C’est la fin du mois de juillet, nous sommes mouillés devant le Marin.
Mi-mai, après quelques journées intenses de réflexion, nous avons finalement décidé de ne pas nous engager dans la transat retour et de profiter encore quelques temps de cette ambiance créole qui nous charme tant. Au mieux, nous trouverons un job sur place, au pire, nous essayerons de vendre Williwaw quand l’heure sera venue pour nous de rentrer en métropole.
Nous ne regrettons pas notre décision. Entre deux courriers de candidature, nous nous offrons le temps de poursuivre notre découverte de la Martinique, visiter ses rhumeries et parfaire notre culture gastronomique. Les paysages brûlés de soleil du printemps dernier ne sont plus que de lointains souvenirs, la luxuriance tropicale a repris ses droits, Madinina a recommencé à fleurir.
Côté plaisir des yeux, les flamboyants tiennent le haut du pavé avec leurs parures écarlate ou jaune d’or. Côté plaisir gustatif, la palme revient aux mangues dont les innombrables variétés – julie, amélie, zéphirine, mangos bassignac, mangotines – ravissent nos papilles à chaque dégustation à bord.
Nous vivons également le début de la saison cyclonique, particulièrement précoce cette année.
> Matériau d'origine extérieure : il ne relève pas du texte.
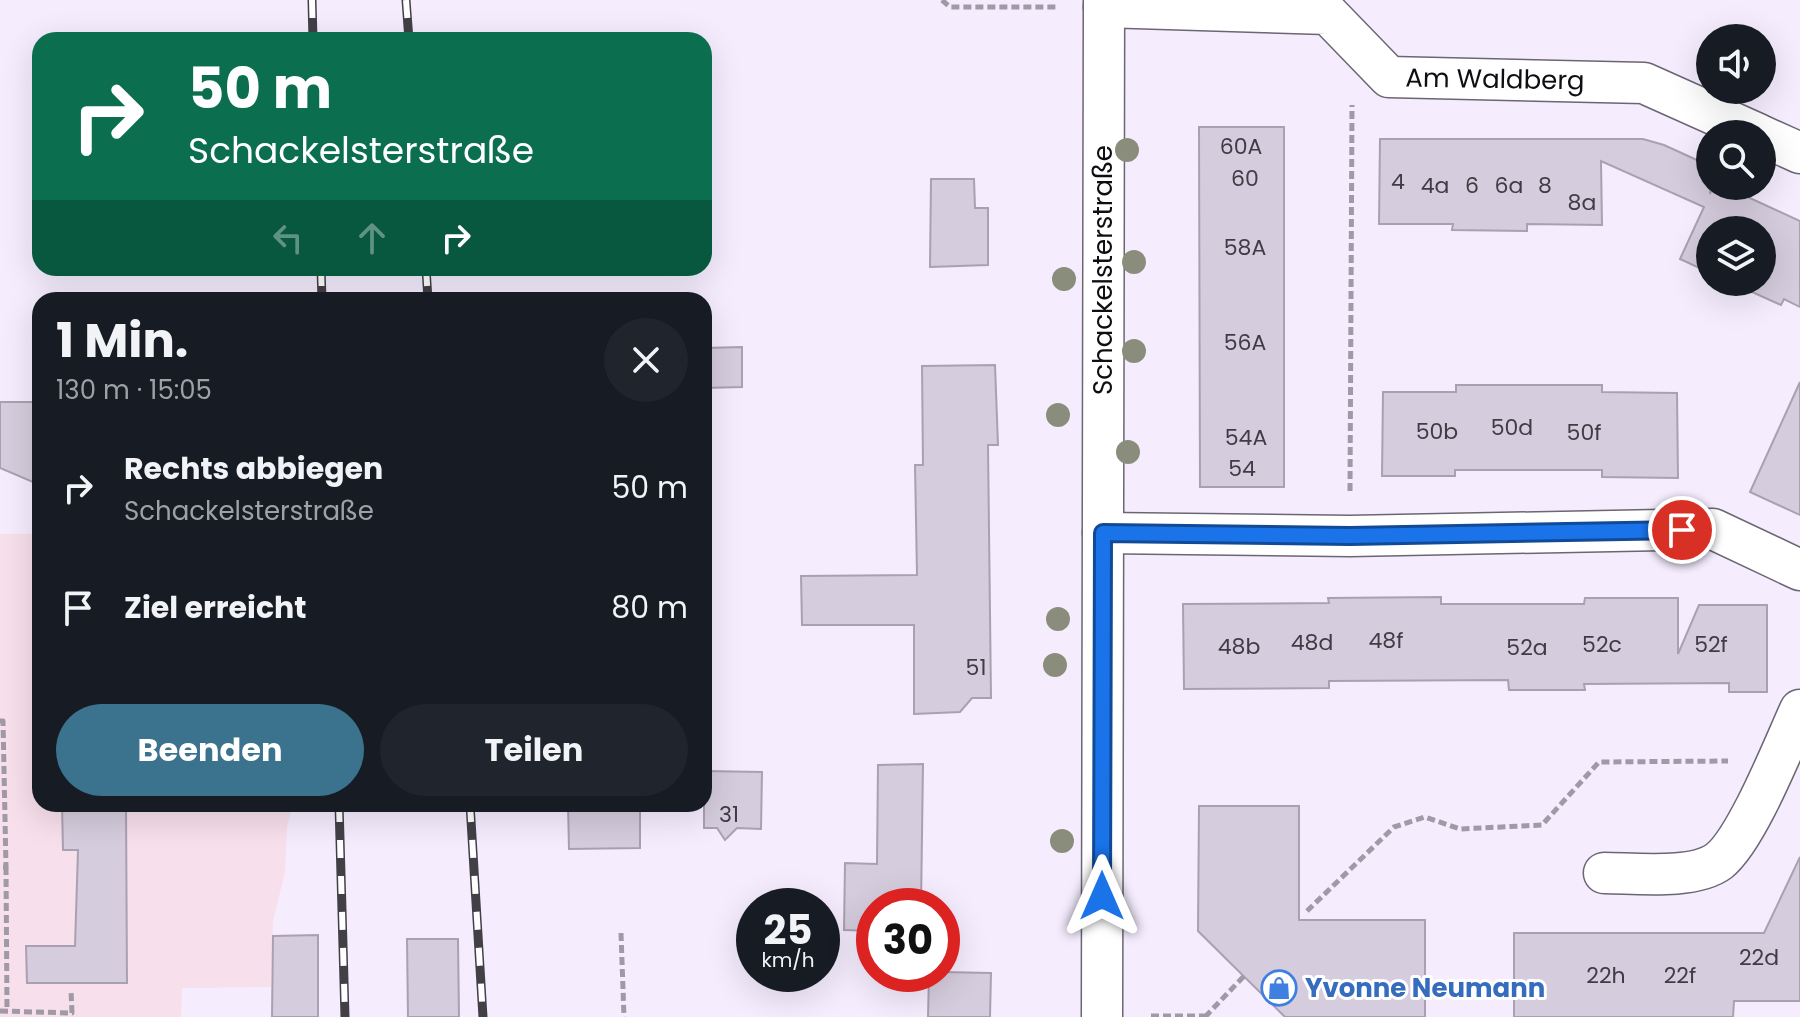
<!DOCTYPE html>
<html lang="de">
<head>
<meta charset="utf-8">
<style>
	:root { --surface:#171b24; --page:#20242c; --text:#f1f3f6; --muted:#9ea1a6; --accent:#3b728d }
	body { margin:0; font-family:Poppins,sans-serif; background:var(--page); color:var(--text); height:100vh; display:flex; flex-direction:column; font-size:30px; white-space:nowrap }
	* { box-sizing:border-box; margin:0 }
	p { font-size:26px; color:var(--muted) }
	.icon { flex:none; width:44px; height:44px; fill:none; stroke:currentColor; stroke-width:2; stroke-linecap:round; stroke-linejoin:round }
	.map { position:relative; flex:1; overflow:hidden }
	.details { position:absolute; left:32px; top:292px; width:680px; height:520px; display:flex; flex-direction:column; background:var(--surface); border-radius:24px; box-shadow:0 8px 32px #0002 }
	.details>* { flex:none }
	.guide { position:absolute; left:32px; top:32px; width:680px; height:244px; border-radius:24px; box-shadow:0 8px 32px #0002; background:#0b6e4f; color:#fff; overflow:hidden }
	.fabs { position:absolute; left:1696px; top:24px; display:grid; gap:16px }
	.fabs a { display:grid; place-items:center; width:80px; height:80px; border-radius:50%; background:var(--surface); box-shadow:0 8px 32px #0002; font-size:40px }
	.speed { position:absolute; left:736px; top:888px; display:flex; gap:16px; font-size:40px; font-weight:700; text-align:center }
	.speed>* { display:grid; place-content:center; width:104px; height:104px; border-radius:50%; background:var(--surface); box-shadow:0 8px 32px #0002; line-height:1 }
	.speed small { font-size:20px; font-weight:400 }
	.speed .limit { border:12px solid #d22; background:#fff; color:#111 }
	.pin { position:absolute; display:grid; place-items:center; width:68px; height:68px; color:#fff; margin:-34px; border:4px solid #fff; border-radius:50%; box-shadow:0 2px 8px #0007 }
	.me { position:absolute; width:88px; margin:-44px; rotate:0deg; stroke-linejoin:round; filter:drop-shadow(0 0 6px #0008) }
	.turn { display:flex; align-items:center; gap:28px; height:168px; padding:0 24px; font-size:36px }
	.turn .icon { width:104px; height:104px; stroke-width:2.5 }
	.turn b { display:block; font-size:56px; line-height:68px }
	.lanes { display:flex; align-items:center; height:76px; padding:0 24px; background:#0003; justify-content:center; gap:40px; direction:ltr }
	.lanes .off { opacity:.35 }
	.round { display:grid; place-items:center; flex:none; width:84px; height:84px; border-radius:42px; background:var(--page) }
	.headline { display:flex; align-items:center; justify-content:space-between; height:136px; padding:0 24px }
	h1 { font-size:48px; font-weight:700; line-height:60px }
	.button { display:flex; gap:16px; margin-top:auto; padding:16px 24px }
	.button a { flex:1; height:92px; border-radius:48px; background:var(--accent); color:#fff; font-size:32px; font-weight:700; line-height:92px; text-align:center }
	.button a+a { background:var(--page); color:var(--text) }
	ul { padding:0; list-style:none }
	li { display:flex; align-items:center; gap:24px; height:120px; padding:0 24px }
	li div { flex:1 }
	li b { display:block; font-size:30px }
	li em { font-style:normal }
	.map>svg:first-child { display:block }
	.commercial { fill:#f7dfeb }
	.building { fill:#d5ccdd; stroke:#a9a1b1; stroke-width:2 }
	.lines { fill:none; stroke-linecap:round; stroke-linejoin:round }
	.street-casing { stroke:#6c6573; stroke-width:43 }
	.path { stroke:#a099a6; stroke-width:5; stroke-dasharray:8 4; stroke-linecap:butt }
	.street { stroke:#fff; stroke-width:40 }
	.rail-casing { stroke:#433f47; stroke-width:9 }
	.rail { stroke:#fefefe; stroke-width:6; stroke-dasharray:18; stroke-linecap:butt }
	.tree { fill:#8b8d7c }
	.route-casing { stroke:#114b97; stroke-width:20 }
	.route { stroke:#1a73e8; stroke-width:14 }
	.labels { text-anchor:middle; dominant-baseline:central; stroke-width:6; stroke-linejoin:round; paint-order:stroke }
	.number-label { font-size:22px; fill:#403c45 }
	.street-label { font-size:26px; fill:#0f0c12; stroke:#fefefe }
	.shop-label { font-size:26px; font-weight:bold; fill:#366cbe; stroke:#fefefe; text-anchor:start }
</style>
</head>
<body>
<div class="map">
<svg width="1800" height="1017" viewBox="0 0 1800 1017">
	<rect width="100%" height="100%" fill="#f5edfe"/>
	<polygon class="commercial" points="0,534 40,534 40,804 293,804 287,827 285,872 273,921 271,987 182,988 181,1017 0,1017"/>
	<g class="building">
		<polygon points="1199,127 1284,127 1284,487 1200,487"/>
		<polygon points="1380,139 1643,139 1664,145 1710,166 1710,194 1713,186 1724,186 1800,221 1800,307 1784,299 1781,305 1730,282 1762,282 1762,230 1710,230 1710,273 1680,259 1704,207 1601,161 1602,225 1527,224 1527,231 1452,230 1453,224 1379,224"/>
		<polygon points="931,179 974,179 975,208 988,208 988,265 930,267"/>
		<polygon points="742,347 742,387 704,388 704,348"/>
		<polygon points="995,365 998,445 988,445 991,698 972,698 960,712 914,714 914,625 802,625 801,576 917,575 915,465 923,465 922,366"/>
		<polygon points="1800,382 1800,515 1750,492"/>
		<polygon points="1456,385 1602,385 1602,392 1677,393 1678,478 1602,477 1602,470 1455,470 1455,476 1382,476 1383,392 1456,392"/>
		<polygon points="0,402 40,402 40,485 0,468"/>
		<polygon points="1441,597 1441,604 1584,604 1585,598 1678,598 1678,654 1699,605 1767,605 1767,692 1729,692 1729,683 1584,684 1585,690 1509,690 1508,680 1329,681 1329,688 1184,689 1183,604 1329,603 1328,598"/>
		<polygon points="923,764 921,906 874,906 874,931 844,930 845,863 877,864 878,765"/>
		<polygon points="704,771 762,772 761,829 737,828 725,840 717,828 704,828"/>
		<polygon points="62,804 126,804 127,983 27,983 26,946 75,946 78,850 63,850"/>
		<polygon points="568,804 640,804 640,848 569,849"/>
		<polygon points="1199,806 1299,806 1299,920 1425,920 1425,1017 1285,1017 1198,931"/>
		<polygon points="1800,857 1800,1001 1734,1001 1733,1017 1514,1017 1514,933 1764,933"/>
		<polygon points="318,935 318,1017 272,1017 273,936"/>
		<polygon points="407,939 458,939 459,1017 408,1017"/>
		<polygon points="942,972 991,973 990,1017 928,1017 929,974"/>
	</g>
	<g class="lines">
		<defs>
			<g id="street">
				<polyline points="1104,7 1328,14 1389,77 1644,83 1758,134"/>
				<polyline points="1762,136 1800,153"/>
				<polyline points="1103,533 1350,536 1713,529 1800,570"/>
				<path d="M1604,873C1634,873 1694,880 1719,861C1747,839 1784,745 1800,710"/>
				<polyline points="1102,1017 1104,0"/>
			</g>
		</defs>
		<use href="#street" class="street-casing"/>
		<g class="path">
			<polyline points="942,0 950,7 1058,7"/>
			<polyline points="1350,491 1352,105"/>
			<polyline points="0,721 3,721 6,867 0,867"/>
			<polyline points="6,867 7,1011"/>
			<polyline points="1307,911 1394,827 1425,817 1460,829 1542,825 1599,762 1728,761"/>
			<polyline points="621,933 624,1017"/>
			<polyline points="0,1011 72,1013 71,990"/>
			<polyline points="1151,1016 1205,1016"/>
			<polyline points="1205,1017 1244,976"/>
		</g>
		<use href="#street" class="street"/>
		<defs>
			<g id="rail">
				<polyline points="312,0 313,40"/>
				<polyline points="406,0 409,40"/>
				<polyline points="321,268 322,300"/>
				<polyline points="426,268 428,300"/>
				<polyline points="339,804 345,1017"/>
				<polyline points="470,804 483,1017"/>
			</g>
		</defs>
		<use href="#rail" class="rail-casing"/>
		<use href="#rail" class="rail"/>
	</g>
	<g class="tree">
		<circle cx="1127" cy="150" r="12"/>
		<circle cx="1134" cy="262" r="12"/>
		<circle cx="1064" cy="279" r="12"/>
		<circle cx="1134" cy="351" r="12"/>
		<circle cx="1058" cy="415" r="12"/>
		<circle cx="1128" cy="452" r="12"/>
		<circle cx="1058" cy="619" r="12"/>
		<circle cx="1055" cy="665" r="12"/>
		<circle cx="1062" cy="841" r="12"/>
	</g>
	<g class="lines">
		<defs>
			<polyline id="route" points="1102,896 1103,533 1350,536 1682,530"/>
		</defs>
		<use href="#route" class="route-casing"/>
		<use href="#route" class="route"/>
	</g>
	<defs>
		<symbol id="shop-ring" viewBox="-11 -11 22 22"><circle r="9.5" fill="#fefefe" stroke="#3f7fe0" stroke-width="1.5"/><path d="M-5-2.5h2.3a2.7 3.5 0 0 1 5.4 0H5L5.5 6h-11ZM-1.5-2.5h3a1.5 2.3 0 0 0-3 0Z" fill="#3f7fe0"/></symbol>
	</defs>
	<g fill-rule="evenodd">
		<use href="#shop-ring" x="1259" y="968" width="40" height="40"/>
	</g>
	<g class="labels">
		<g class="number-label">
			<text x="1241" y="146">60A</text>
			<text x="1245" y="178">60</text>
			<text x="1398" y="181">4</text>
			<text x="1435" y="185">4a</text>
			<text x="1472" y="185">6</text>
			<text x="1509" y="185">6a</text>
			<text x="1545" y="185">8</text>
			<text x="1582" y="202">8a</text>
			<text x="1245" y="247">58A</text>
			<text x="1245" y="342">56A</text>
			<text x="1512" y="427">50d</text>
			<text x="1437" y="431">50b</text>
			<text x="1584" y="432">50f</text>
			<text x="1246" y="437">54A</text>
			<text x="1242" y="468">54</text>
			<text x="1386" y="640">48f</text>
			<text x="1312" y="642">48d</text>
			<text x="1602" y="644">52c</text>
			<text x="1711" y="644">52f</text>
			<text x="1239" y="646">48b</text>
			<text x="1527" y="647">52a</text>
			<text x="976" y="667">51</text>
			<text x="729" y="814">31</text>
			<text x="1759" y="957">22d</text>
			<text x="1606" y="975">22h</text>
			<text x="1680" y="975">22f</text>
		</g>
		<g class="street-label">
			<text transform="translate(1495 79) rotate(1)">Am Waldberg</text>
			<text transform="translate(1103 270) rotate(-90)">Schackelsterstraße</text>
		</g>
		<g class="shop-label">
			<text x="1305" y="988">Yvonne Neumann</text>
		</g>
	</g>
</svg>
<div class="fabs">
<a><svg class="icon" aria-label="sound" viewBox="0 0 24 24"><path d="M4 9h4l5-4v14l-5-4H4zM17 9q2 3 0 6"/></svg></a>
<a><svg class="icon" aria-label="search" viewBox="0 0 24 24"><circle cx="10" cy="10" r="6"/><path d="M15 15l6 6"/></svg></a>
<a><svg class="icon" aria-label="layers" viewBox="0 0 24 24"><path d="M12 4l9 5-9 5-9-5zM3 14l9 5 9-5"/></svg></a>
</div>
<div class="speed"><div>25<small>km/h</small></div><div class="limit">30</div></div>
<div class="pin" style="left:1682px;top:530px;background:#d93025"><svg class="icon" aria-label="arrive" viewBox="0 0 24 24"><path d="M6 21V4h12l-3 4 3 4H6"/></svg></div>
<svg class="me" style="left:1102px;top:896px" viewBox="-20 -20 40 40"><path d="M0-17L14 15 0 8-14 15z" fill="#1a73e8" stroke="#fff" stroke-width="4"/></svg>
<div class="guide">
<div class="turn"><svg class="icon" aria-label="right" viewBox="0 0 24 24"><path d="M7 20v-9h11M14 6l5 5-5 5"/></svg><div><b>50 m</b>Schackelsterstraße</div></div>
<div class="lanes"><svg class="icon off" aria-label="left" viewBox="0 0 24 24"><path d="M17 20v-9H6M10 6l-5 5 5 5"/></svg><svg class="icon off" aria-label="ahead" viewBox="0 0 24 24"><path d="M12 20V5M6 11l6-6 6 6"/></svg><svg class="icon" aria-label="right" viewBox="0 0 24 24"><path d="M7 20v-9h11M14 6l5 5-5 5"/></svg></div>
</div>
<section class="details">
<div class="headline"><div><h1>1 Min.</h1><p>130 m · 15:05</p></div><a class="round"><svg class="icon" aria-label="close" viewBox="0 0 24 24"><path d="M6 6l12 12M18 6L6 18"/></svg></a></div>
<ul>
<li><svg class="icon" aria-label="right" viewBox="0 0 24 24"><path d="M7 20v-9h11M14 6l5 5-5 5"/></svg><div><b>Rechts abbiegen</b><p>Schackelsterstraße</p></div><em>50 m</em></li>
<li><svg class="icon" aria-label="arrive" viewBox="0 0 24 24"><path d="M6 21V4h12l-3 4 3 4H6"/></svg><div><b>Ziel erreicht</b></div><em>80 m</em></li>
</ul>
<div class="button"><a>Beenden</a><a>Teilen</a></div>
</section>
</div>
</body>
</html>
Les ondées, de plus en plus nombreuses, se succèdent, et certaines commencent même à évoluer en dépression ou tempête tropicales, comme Claudette et Dany, qui viendront nous visiter avant que nous ne décidions de prendre un peu de sud pour nous mettre à l’abri.
Un matin, nous sommes réveillés par une clameur joyeuse mais aussi quelque peu belliqueuse.
Curieux de comprendre de quoi il retourne, nous jetons un œil par le capot de descente et là, à notre grand effroi, nous apercevons un drôle de rafiot nous foncer dessus, étrangement surchargé de passagers dont les pieds traînent parfois dans l’eau.
Le souffle coupé, nous restons là tétanisés, jusqu’à ce que le canot s’éloigne après nous avoir frôlé de prêt. Mais en reprenant nos esprits, nous découvrons qu’il n’est pas le seul sur l’eau, c’est toute une armada qui a prit d’assaut notre mouillage habituellement si quiet, et ce stupéfiant ballet ne fait que commencer.
Nous comprenons rapidement que se déroulent sous nos yeux les entraînements du tour de l’île en yoles rondes. Les équipes du Marin ont investi le plan d’eau et rivalisent entre elles dans un esprit cabotin.
Nous sommes aux premières loges pour découvrir cette pratique nautique unique et spécifique à la Martinique et en ressentir la vibration profonde.
Nous nous laissons petit à petit gagner par la liesse collective et admirons avec grand plaisir ces yoles éclatantes de couleurs tout autant que l’agilité et l’intrépidité des équipages positionnés en contre-poids.
Mais nous ne pouvons nous empêcher de frémir chaque fois qu’une yole se dirige à pleine vitesse sur nous, et jusqu’à la fin de ce spectacle inattendu, nous restons malgré tout aux abois.